The Vanishing Civil Trial


A recent study shows that nearly all federal cases settle before trial.  In 1962, judges and juries resolved 5,802 civil cases, defined as tort, contract, prisoner, civil rights, labor, and intellectual property cases.  These trials constituted about 11.5 percent of the dispositions of the 50,320 cases filed with the courts.  

By 2002, parties had increased civil case filings to nearly 259,000 – an increase of 146 percent over 1962 filings-- but the dispositions by trial fell to 1.8 percentThese statistics, taken from data compiled by the Administrative Office of the United States Courts, show that federal judges tried fewer cases in 2002 than they did in 1962.   

Judge Patrick Higginbotham reported that in 2001 “each United States District Court judge presided over an average of just over fourteen trials a year.  Over half of these trials lasted three days or less in length and 94 % were concluded in under ten days.”  

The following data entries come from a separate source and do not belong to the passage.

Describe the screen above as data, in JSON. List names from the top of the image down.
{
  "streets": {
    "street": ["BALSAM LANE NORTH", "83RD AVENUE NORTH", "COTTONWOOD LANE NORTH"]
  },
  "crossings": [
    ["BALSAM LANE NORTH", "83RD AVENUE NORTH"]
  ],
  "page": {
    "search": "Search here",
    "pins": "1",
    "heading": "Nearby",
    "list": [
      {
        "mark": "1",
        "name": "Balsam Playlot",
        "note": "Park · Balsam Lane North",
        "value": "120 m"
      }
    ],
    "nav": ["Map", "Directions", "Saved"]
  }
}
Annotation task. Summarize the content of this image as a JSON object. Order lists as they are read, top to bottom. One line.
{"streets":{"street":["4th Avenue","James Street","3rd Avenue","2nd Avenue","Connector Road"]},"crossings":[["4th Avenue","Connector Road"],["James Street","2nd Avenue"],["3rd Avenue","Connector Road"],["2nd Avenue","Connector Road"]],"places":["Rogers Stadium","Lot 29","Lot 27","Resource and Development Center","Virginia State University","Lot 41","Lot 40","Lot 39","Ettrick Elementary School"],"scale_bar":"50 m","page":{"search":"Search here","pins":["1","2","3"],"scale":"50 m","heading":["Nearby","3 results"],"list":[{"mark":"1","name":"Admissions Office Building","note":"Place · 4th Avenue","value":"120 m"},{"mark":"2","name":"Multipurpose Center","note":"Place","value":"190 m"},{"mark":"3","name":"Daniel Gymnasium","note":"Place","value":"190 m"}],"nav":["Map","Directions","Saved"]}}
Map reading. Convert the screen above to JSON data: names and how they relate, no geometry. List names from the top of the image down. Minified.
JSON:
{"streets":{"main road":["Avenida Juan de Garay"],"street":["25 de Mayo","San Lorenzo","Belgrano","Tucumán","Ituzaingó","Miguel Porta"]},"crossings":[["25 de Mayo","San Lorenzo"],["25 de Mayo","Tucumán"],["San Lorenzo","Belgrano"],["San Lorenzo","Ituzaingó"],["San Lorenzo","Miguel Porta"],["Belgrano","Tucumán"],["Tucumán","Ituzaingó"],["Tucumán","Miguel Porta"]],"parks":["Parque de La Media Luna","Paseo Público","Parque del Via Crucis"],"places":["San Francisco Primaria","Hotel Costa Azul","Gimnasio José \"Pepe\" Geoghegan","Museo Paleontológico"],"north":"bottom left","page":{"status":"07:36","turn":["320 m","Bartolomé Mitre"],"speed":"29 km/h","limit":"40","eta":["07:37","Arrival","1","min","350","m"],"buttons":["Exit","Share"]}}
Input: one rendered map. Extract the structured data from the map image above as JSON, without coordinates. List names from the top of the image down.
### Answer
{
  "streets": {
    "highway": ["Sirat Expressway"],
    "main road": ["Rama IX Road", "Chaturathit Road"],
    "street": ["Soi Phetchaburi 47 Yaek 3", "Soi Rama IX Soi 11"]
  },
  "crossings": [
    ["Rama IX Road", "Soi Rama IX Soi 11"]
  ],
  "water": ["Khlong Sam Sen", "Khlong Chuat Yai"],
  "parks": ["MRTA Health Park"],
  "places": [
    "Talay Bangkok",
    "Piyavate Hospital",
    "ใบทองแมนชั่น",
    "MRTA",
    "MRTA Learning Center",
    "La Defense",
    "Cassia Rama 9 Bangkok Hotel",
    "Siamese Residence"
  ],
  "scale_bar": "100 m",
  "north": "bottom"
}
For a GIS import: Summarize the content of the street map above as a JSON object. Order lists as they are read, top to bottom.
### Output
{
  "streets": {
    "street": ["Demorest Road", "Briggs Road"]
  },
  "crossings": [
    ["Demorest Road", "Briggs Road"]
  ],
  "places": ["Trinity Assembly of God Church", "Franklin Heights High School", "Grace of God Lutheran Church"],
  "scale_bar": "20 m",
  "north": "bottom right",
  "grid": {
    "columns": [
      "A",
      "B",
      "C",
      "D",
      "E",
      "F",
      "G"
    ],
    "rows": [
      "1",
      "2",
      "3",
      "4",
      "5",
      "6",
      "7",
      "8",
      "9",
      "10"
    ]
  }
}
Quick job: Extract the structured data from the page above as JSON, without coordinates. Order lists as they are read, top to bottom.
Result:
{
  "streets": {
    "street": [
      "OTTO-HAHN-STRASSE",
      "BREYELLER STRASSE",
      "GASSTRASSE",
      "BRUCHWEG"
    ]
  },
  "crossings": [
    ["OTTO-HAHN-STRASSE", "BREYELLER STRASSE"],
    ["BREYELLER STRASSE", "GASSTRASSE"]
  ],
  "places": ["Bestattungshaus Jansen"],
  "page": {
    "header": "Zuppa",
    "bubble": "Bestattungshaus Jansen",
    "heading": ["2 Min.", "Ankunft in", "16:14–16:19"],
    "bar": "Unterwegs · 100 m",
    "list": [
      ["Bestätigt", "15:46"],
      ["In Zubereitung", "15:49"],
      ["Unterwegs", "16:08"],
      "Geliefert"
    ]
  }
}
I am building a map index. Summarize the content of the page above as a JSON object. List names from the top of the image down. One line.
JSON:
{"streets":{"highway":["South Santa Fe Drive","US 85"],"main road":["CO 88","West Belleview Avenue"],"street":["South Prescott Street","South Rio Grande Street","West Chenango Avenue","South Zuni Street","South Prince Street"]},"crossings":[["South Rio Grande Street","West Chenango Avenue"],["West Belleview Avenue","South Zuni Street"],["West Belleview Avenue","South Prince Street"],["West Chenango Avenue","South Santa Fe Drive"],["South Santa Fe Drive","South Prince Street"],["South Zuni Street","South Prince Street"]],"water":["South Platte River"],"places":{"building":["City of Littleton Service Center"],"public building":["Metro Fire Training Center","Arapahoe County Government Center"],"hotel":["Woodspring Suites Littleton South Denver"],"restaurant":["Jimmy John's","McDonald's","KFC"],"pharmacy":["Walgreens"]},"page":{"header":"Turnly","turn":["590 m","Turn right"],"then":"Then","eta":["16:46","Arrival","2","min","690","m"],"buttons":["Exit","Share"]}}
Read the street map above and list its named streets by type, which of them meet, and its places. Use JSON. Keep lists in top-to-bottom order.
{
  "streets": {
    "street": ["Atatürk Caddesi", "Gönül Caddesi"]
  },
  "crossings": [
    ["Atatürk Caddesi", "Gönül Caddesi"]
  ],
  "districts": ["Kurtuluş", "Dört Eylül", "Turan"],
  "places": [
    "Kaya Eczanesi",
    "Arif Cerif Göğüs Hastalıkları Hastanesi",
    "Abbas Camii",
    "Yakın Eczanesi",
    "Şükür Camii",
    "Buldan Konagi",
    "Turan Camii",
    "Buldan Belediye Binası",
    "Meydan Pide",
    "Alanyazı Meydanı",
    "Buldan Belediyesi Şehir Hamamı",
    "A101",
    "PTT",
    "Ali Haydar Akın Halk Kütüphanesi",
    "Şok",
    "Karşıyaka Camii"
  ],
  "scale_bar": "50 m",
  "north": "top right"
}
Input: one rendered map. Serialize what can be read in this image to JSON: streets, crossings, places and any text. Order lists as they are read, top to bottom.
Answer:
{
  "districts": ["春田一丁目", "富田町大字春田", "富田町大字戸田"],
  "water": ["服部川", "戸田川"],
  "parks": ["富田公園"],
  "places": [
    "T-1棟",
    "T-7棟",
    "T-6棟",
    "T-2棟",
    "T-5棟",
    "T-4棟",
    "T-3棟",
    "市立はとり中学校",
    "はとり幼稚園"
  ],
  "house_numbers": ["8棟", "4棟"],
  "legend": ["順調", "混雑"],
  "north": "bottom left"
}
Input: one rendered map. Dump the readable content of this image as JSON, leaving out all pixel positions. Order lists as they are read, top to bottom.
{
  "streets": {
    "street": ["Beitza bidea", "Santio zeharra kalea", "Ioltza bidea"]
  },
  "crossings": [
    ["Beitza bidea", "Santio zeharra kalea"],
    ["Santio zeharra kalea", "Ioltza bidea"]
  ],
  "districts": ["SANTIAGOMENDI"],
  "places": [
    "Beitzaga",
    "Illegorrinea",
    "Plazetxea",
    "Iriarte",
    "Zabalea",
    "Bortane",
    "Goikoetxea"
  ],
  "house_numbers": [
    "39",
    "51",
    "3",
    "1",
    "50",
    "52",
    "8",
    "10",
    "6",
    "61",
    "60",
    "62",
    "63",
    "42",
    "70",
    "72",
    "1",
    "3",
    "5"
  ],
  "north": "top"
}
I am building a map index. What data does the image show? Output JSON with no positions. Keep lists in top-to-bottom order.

In other words, most judges spent less than forty-two days presiding over trials.  Each judge handled six “other contested matters,” but taken together, the traditional trials and the “other contested matters” averaged a day or less in length.  In 1962, the average federal judge conducted 39 trials each year.


State court statistics give a similar, but yet incomplete, picture.  Based on data provided by the National Center for State Courts for 22 states, civil jury trials fell by 33 percent during the period of 1976 through 2002.  Bench trials fell to 15.2 percent of total civil dispositions in 2002.  

Scholars and commentators are not quite sure what to make of the data.  Some suggest that increasing use of ADR, especially mediation, explains the drop in the number of trials. 

What the data says to me is that lawyers play a more significant role as agents of settlement than as litigation advocates.  I explain to my students that they will far more likely use over their lifetimes the negotiation and mediation skills that I teach than they will likely use the rules of evidence or their appellate advocacy skills.   

This article excerpt first appeared in the St. Louis Lawyer 9A (Dec. 2005), and was reprinted in The Insurance Receiver ((Int’l Ass. of Ins. Receivers Winter 2005) and at http://mediate.com/articles/young17.cfm (footnotes in original omitted here).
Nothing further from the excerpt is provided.